* [WHAT IS REQUIRED]
Repeat the listing in full, exactly as it stands.

━━━━

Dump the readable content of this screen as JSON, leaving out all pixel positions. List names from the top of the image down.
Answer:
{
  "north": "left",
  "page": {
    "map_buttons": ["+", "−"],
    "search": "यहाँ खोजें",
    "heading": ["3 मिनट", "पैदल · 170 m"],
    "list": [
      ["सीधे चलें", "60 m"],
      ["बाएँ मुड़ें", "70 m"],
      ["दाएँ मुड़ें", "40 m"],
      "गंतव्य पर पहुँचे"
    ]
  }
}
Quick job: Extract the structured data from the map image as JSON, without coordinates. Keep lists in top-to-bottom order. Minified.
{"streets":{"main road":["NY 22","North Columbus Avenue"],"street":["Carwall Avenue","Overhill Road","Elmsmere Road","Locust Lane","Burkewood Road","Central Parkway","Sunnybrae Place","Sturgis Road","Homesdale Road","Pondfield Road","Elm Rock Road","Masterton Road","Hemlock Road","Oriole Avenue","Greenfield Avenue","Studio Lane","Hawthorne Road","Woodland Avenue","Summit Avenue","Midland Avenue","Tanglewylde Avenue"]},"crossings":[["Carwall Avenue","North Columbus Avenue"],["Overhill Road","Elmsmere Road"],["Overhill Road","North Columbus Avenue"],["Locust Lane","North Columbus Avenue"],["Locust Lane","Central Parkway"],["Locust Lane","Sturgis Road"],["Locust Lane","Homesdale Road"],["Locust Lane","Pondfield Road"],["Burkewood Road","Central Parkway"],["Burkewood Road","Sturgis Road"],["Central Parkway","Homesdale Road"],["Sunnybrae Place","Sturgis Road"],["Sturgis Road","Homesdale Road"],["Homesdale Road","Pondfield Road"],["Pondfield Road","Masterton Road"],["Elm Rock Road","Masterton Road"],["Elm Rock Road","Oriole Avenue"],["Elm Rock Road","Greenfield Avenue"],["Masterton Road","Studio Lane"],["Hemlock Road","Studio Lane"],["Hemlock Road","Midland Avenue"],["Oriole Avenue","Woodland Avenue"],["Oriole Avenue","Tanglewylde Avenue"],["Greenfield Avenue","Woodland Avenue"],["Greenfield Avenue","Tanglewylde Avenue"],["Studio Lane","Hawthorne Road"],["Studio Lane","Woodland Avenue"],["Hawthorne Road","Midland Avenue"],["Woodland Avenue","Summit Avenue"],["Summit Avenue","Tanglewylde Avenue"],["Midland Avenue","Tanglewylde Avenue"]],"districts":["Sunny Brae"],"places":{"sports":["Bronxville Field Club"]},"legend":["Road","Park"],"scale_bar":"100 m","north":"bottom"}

━━━━

* [SOLVED EXERCISE]
Dump the readable content of this screen as JSON, leaving out all pixel positions. List names from the top of the image down.
Answer:
{
  "north": "left",
  "page": {
    "map_buttons": ["+", "−"],
    "search": "यहाँ खोजें",
    "heading": ["3 मिनट", "पैदल · 170 m"],
    "list": [
      ["सीधे चलें", "60 m"],
      ["बाएँ मुड़ें", "70 m"],
      ["दाएँ मुड़ें", "40 m"],
      "गंतव्य पर पहुँचे"
    ]
  }
}
Quick job: Extract the structured data from the map image as JSON, without coordinates. Keep lists in top-to-bottom order. Minified.
{"streets":{"main road":["NY 22","North Columbus Avenue"],"street":["Carwall Avenue","Overhill Road","Elmsmere Road","Locust Lane","Burkewood Road","Central Parkway","Sunnybrae Place","Sturgis Road","Homesdale Road","Pondfield Road","Elm Rock Road","Masterton Road","Hemlock Road","Oriole Avenue","Greenfield Avenue","Studio Lane","Hawthorne Road","Woodland Avenue","Summit Avenue","Midland Avenue","Tanglewylde Avenue"]},"crossings":[["Carwall Avenue","North Columbus Avenue"],["Overhill Road","Elmsmere Road"],["Overhill Road","North Columbus Avenue"],["Locust Lane","North Columbus Avenue"],["Locust Lane","Central Parkway"],["Locust Lane","Sturgis Road"],["Locust Lane","Homesdale Road"],["Locust Lane","Pondfield Road"],["Burkewood Road","Central Parkway"],["Burkewood Road","Sturgis Road"],["Central Parkway","Homesdale Road"],["Sunnybrae Place","Sturgis Road"],["Sturgis Road","Homesdale Road"],["Homesdale Road","Pondfield Road"],["Pondfield Road","Masterton Road"],["Elm Rock Road","Masterton Road"],["Elm Rock Road","Oriole Avenue"],["Elm Rock Road","Greenfield Avenue"],["Masterton Road","Studio Lane"],["Hemlock Road","Studio Lane"],["Hemlock Road","Midland Avenue"],["Oriole Avenue","Woodland Avenue"],["Oriole Avenue","Tanglewylde Avenue"],["Greenfield Avenue","Woodland Avenue"],["Greenfield Avenue","Tanglewylde Avenue"],["Studio Lane","Hawthorne Road"],["Studio Lane","Woodland Avenue"],["Hawthorne Road","Midland Avenue"],["Woodland Avenue","Summit Avenue"],["Summit Avenue","Tanglewylde Avenue"],["Midland Avenue","Tanglewylde Avenue"]],"districts":["Sunny Brae"],"places":{"sports":["Bronxville Field Club"]},"legend":["Road","Park"],"scale_bar":"100 m","north":"bottom"}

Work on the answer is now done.